(Work to be completed) Look below and pull out each line with the word "white".

(Working data)
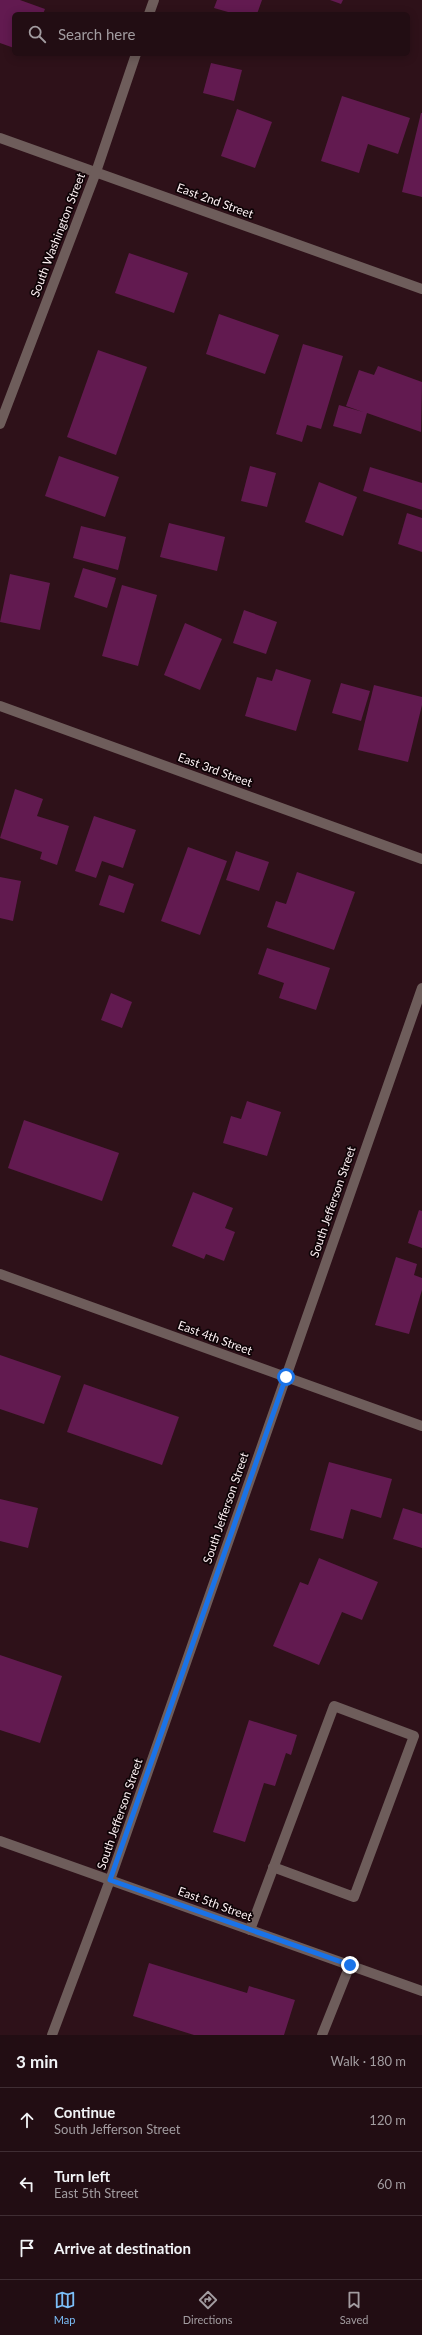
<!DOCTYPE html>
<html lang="en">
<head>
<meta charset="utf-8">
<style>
	body { margin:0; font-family:Lato,sans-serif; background:#2e1b21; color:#f1f3f6 }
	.stop { position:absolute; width:12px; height:12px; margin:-9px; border:3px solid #1a73e8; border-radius:50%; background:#fff }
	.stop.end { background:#1a73e8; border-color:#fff; box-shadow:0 1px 4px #0008 }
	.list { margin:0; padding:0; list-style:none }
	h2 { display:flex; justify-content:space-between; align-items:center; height:52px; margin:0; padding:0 16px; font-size:17px }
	h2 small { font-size:13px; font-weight:400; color:#a29ca0 }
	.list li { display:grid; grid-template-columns:26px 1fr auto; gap:12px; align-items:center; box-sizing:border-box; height:64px; padding:0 16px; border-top:1px solid #3f2d33 }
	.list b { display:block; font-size:15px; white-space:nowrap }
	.list p { margin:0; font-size:13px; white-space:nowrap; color:#a29ca0 }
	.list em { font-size:13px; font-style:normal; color:#a29ca0 }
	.icon { flex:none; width:22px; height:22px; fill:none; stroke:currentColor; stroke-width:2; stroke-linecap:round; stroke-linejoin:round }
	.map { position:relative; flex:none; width:422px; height:2035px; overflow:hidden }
	.search { position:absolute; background:#220d13; box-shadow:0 2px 10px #0003; left:12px; right:12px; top:12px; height:44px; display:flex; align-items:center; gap:10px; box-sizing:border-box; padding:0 14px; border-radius:6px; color:#a29ca0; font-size:15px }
	.sheet { height:244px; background:#220d13 }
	nav { display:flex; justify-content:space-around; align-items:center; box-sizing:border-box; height:56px; border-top:1px solid #3f2d33; background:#220d13; font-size:11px; color:#a29ca0 }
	nav a { display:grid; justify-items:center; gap:2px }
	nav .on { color:#7bbef8 }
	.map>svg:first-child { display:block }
	.building { fill:#621a50 }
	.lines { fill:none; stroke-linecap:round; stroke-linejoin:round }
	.service { stroke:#6e5d5b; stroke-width:10 }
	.minor { stroke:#6e5d5b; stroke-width:10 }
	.route { stroke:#1a73e8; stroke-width:5 }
	.labels { text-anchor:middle; stroke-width:3.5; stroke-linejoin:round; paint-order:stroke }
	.street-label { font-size:12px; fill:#fdf0f3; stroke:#0e0306 }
</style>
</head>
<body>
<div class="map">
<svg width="422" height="2035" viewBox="0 0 422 2035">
	<rect width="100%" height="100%" fill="#2e1119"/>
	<g class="building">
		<path d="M 0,0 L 20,0 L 45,9 L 43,14 L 14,14 L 14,48 L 0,43 Z"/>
		<path d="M 217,0 L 262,0 L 257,14 L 235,14 L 214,8 Z"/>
		<path d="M 330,0 L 343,0 L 341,4 Z"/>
		<path d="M 211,63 L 242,70 L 234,101 L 203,93 Z"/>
		<path d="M 342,96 L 410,118 L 398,154 L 368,144 L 359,173 L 321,161 Z"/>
		<path d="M 237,109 L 272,122 L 255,168 L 221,156 Z"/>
		<path d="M 421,113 L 422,113 L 422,197 L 402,192 Z"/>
		<path d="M 129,253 L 188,273 L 174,313 L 115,293 Z"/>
		<path d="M 219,314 L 279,335 L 265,374 L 206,354 Z"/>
		<path d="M 303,344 L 343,356 L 321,429 L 307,425 L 302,442 L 276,434 Z"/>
		<path d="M 98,350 L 147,367 L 116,455 L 67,437 Z"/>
		<path d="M 378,366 L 422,382 L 421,432 L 367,413 L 361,434 L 333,426 L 339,405 L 363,412 L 346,406 L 359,370 L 374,375 Z"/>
		<path d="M 59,456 L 119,477 L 105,517 L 45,496 Z"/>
		<path d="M 250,466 L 276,473 L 267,507 L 241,501 Z"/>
		<path d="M 370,467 L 422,483 L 422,510 L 363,491 Z"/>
		<path d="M 319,482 L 357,497 L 343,536 L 305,522 Z"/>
		<path d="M 407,513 L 422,518 L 422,552 L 398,544 Z"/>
		<path d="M 169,523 L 225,537 L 217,571 L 160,557 Z"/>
		<path d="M 81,526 L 126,537 L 118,570 L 73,558 Z"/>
		<path d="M 83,568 L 116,578 L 107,608 L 74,597 Z"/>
		<path d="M 10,574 L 50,583 L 40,630 L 0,622 Z"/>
		<path d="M 122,585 L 157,595 L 138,666 L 102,656 Z"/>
		<path d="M 244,610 L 277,622 L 266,654 L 233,643 Z"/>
		<path d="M 185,623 L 222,639 L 200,690 L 164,675 Z"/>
		<path d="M 276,669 L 311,680 L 296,731 L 245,716 L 257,677 L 272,681 Z"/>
		<path d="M 341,683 L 370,691 L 361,721 L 332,713 Z"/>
		<path d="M 374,685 L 422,697 L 422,705 L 408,762 L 358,750 Z"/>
		<path d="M 15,789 L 43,799 L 37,816 L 69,826 L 57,865 L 40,859 L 42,852 L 0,838 Z"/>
		<path d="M 94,816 L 136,830 L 123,868 L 102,861 L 96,878 L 75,871 Z"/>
		<path d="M 188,847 L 227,861 L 200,935 L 161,921 Z"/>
		<path d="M 236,851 L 269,862 L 259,891 L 226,880 Z"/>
		<path d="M 297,872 L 355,892 L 334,950 L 267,927 L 276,901 L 286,904 Z"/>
		<path d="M 109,875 L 134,884 L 124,913 L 99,905 Z"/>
		<path d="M 0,877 L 21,881 L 13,921 L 0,918 Z"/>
		<path d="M 267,948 L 330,968 L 316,1010 L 279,998 L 284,983 L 258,974 Z"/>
		<path d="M 111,993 L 132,1002 L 122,1028 L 101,1020 Z"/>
		<path d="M 247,1101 L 281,1112 L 267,1156 L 223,1143 L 231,1116 L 241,1119 Z"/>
		<path d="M 24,1120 L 119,1153 L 102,1201 L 8,1168 Z"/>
		<path d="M 193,1192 L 233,1208 L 225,1228 L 235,1232 L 224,1261 L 206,1254 L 204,1259 L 172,1246 Z"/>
		<path d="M 419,1210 L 422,1211 L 422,1248 L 408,1243 Z"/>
		<path d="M 396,1257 L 417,1264 L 414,1275 L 422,1278 L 422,1290 L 409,1334 L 375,1325 Z"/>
		<path d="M 0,1355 L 61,1376 L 44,1424 L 0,1409 Z"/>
		<path d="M 84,1384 L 179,1417 L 162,1465 L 67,1432 Z"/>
		<path d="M 329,1462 L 392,1479 L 381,1518 L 351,1509 L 343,1539 L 310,1530 Z"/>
		<path d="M 0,1499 L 38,1508 L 28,1548 L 0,1541 Z"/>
		<path d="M 403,1508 L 422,1514 L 422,1548 L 393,1539 Z"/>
		<path d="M 319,1558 L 378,1582 L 362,1620 L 342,1612 L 319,1665 L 273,1646 L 300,1582 L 308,1585 Z"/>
		<path d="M 0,1655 L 62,1676 L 40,1743 L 0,1730 Z"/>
		<path d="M 249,1720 L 297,1735 L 291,1755 L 286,1753 L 275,1786 L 264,1783 L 245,1842 L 213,1832 Z"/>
		<path d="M 149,1963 L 247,1993 L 249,1986 L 295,2000 L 284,2035 L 194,2035 L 133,2016 Z"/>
	</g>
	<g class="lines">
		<g class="service">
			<path d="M 250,1930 L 334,1706 L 414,1736 L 354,1897 L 273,1867"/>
			<path d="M 322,2035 L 350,1965"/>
		</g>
		<g class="minor">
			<path d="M 149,14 L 154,0"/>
			<path d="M 0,138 L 422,289"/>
			<path d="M 0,424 L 96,172 L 136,54"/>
			<path d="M 0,706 L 422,859"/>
			<path d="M 0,1274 L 422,1426"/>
			<path d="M 0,1841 L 422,1991"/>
			<path d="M 52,2035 L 110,1880 L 422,988"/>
		</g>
	</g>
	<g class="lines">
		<path class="route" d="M 286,1377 L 110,1880 L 350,1965"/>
	</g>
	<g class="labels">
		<g class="street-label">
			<text transform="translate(215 201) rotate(20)" y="4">East 2nd Street</text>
			<text transform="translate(58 235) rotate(-69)" y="4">South Washington Street</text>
			<text transform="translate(215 770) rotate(20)" y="4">East 3rd Street</text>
			<text transform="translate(333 1202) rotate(-71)" y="4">South Jefferson Street</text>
			<text transform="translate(215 1338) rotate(20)" y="4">East 4th Street</text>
			<text transform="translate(226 1508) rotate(-71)" y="4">South Jefferson Street</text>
			<text transform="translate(120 1814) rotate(-71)" y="4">South Jefferson Street</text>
			<text transform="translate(215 1904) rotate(20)" y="4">East 5th Street</text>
		</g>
	</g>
</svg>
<div class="stop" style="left:286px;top:1377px"></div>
<div class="stop end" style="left:350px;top:1965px"></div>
<div class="search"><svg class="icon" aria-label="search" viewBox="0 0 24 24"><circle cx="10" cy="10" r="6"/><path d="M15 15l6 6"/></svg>Search here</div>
</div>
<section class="sheet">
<h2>3 min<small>Walk · 180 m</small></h2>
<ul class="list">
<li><svg class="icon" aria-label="ahead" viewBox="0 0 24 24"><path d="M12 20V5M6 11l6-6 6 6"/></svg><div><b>Continue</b><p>South Jefferson Street</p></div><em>120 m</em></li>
<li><svg class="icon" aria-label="left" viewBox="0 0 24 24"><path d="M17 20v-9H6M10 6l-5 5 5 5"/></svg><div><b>Turn left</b><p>East 5th Street</p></div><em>60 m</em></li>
<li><svg class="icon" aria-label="arrive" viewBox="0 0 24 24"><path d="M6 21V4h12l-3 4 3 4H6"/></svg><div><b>Arrive at destination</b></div></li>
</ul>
</section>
<nav>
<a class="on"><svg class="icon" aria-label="map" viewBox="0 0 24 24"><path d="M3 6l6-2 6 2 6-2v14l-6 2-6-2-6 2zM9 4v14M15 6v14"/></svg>Map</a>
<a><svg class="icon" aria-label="directions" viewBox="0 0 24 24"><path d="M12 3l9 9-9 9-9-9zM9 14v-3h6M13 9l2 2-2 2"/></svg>Directions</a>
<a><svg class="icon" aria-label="saved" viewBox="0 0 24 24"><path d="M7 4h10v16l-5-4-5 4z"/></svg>Saved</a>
</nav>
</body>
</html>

(Your solution)
	.list b { display:block; font-size:15px; white-space:nowrap }
	.list p { margin:0; font-size:13px; white-space:nowrap; color:#a29ca0 }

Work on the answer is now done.